New Hope for Parkinson's Cure

 

A study that could point the way towards the development of cures for Parkinson's, Alzheimer's, liver disease and diabetes has been published by a team that includes three researchers from King Abdullah University of Science and Technology (KAUST). The group of systems biologists and engineers employed innovative techniques to study transcription factors (TFs), proteins that play a crucial role in tissue development by orchestrating the transcriptional networks underlining this tightly controlled process. Combinatorial interaction among TFs results in the differentiation of different types of tissue – for example combinations lead to the differentiation of muscle tissue or brain tissue.

The genetic template for each tissue type is contained in DNA, and the TFs control the transfer – or transcription – of this information by binding with specific sequences of DNA.

The process by which this information is used to create different types of cell is known as tissue-specific gene expression, and the way that TFs combine to control this process is known as combinatorial regulation.

The research team has compiled the first catalogue of TF combinations in mice and men, identifying networks containing roughly 5,000 interactions between TFs. The two types of mammal were used to double-check the findings and eliminate misleading results known as false positives. And the team discovered that roughly half of the interactions between TFs that they observed were common to both mice and men.

Previous studies examined the behavior of individual TFs in isolation but the new report is the first to describe how they act when they combine. "The data highlight the importance of TF combinations for determining cell fate," says the report. "The availability of large TF combinatorial networks in both human and mouse will provide many opportunities to study gene regulation, tissue differentiation, and mammalian evolution."

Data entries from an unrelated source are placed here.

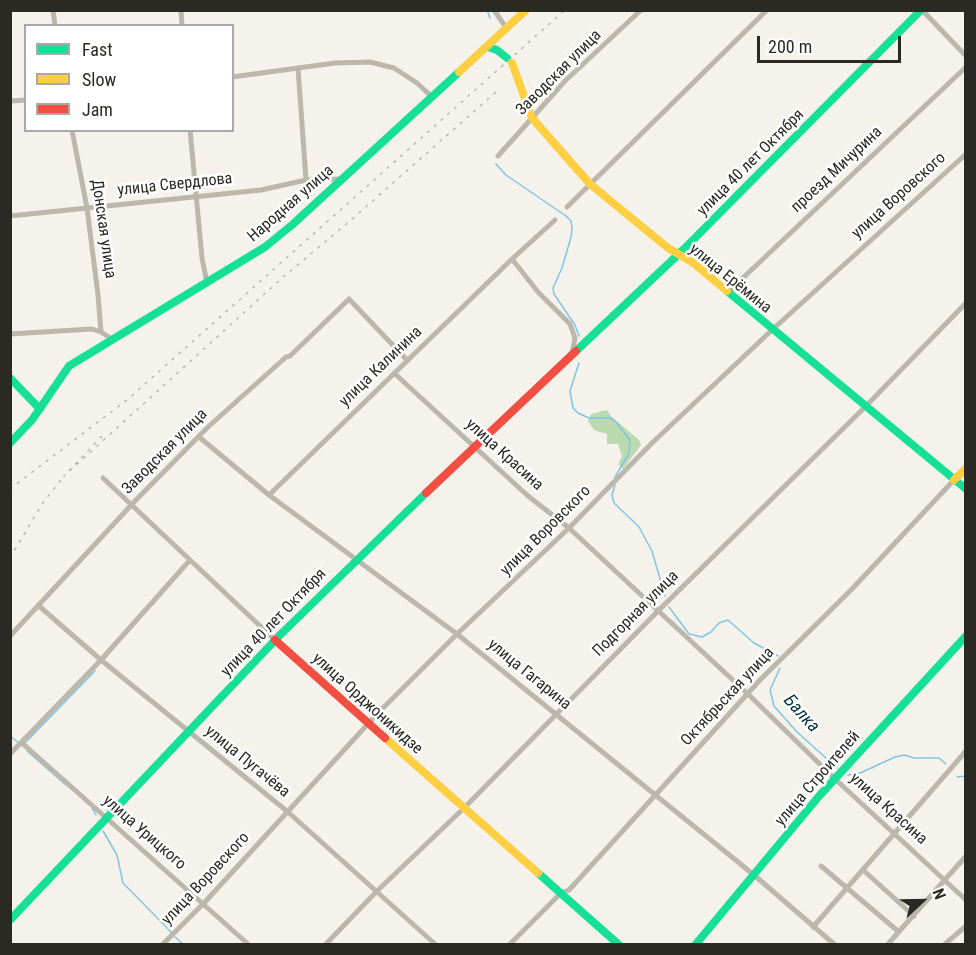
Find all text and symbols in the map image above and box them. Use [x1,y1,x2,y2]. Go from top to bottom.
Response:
legend [24,24,234,132]
scale bar [760,24,904,62]
street label: Заводская улица [512,26,606,120]
text: 200 m [768,36,812,57]
text: Fast [82,39,113,60]
text: Slow [82,69,116,90]
text: Jam [82,99,113,120]
street label: улица 40 лет Октября [694,106,808,220]
street label: проезд Мичурина [788,123,886,217]
street label: улица Воровского [848,149,950,243]
street label: Народная улица [244,162,338,246]
street label: улица Свердлова [117,169,233,201]
street label: Донская улица [87,178,119,280]
street label: улица Ерёмина [685,240,775,318]
street label: улица Калинина [336,323,426,411]
street label: Заводская улица [118,405,212,499]
street label: улица Красина [461,415,547,495]
street label: улица Воровского [497,482,595,580]
street label: улица 40 лет Октября [217,565,331,681]
street label: Подгорная улица [589,567,683,661]
street label: улица Гагарина [483,636,575,714]
street label: Октябрьская улица [677,644,779,750]
street label: улица Орджоникидзе [308,649,426,759]
water label: Балка [778,691,824,737]
street label: улица Пугачёва [201,722,293,802]
street label: улица Строителей [771,727,865,831]
street label: улица Красина [845,769,931,849]
street label: улица Урицкого [98,792,190,874]
street label: улица Воровского [158,829,254,929]
north arrow [892,871,952,931]
text: N [929,886,950,902]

The paper, An Atlas of Combinatorial Transcriptional Regulation in Mouse and Man, has been published as the cover article in the top-rated journal Cell. The lead author is Dr Timothy Ravasi, Principal Investigator at the Red Sea Laboratory of Integrative Systems Biology and Associate Professor of Bioengineering, who worked with post-doctoral fellow Carlo Vittorio Cannistraci and Vladimir Bajic, Director of the Computational Bioscience Research Center and Professor, Applied Mathematics and Computational Science.

The findings bring the use of stem cells to treat a range of degenerative diseases a step closer, according to Dr Ravasi.

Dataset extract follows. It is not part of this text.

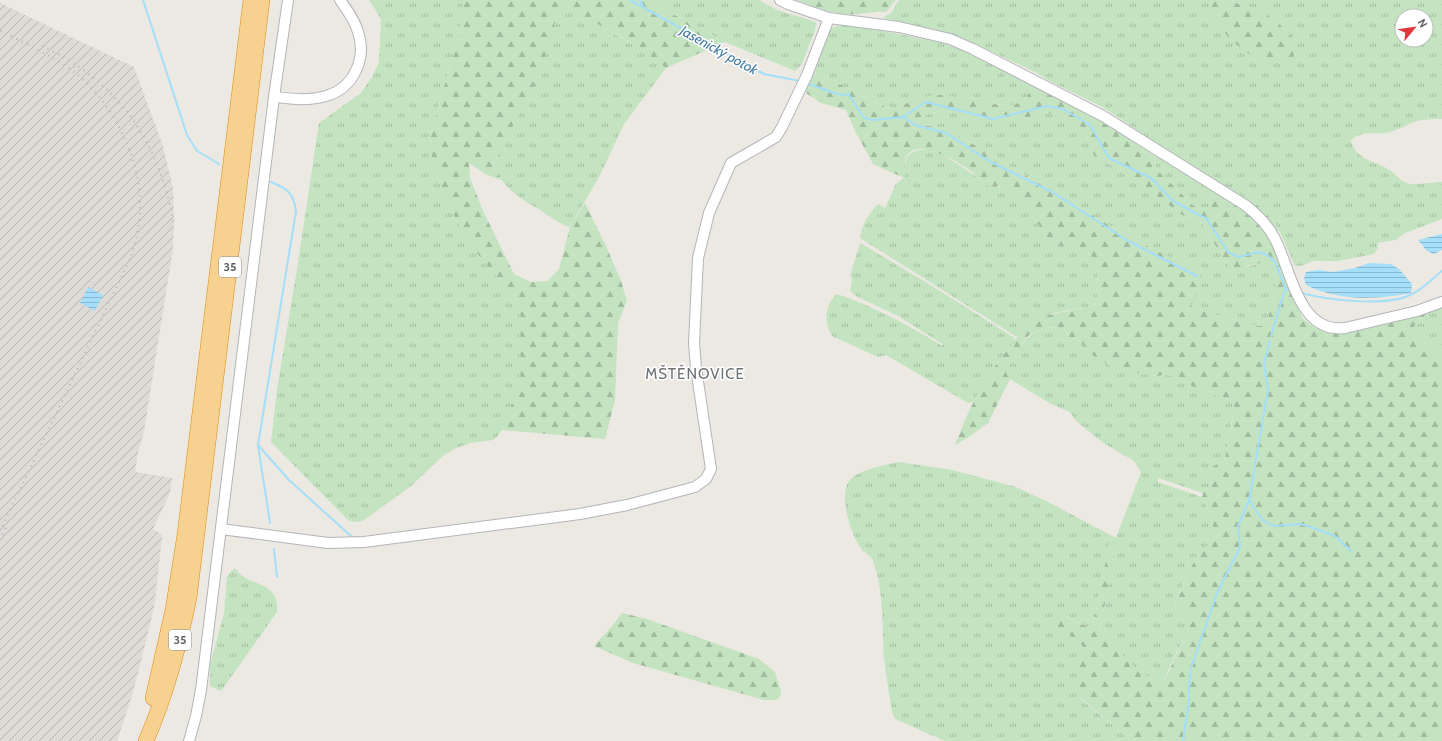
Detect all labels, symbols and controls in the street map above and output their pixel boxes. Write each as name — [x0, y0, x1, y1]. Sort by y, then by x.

"The power of the stem cell is that it can be differentiated into different types of tissue," he said. "People have tried to do this, but the problem is how you make it differentiate.

"Now we have made all the combinatorial networks available and if we're right then we can take TFs and express them in stem cells. Because we have mapped all these combinations, theoretically we can drive the stem cell to differentiate towards specific types of tissue.

"For example we mapped the network of TFs that is specific to brain tissue, so if you take this combination of TFs and make it express in stem cells theoretically you could drive the stem cell to differentiate into brain cells – and this could be used to cure Parkinson's. That is the concept – you could regenerate the brain or liver, all types of organs.

"Technically we can do it. For example you have a Parkinson's patient. We take the stem cell from the body, maybe from the bone marrow. Then we take the network of TFs that we believe can differentiate neural tissue and we put it into the stem cell and activate it, and if we've got it right the stem cell should differentiate into brain tissue. Then you take the brain tissue and inject it into the brain of the patient, and because the stem cells were taken from the patient there is no risk of rejection." The new brain cells would then divide and increase in number in the normal way, and the patient's condition would improve.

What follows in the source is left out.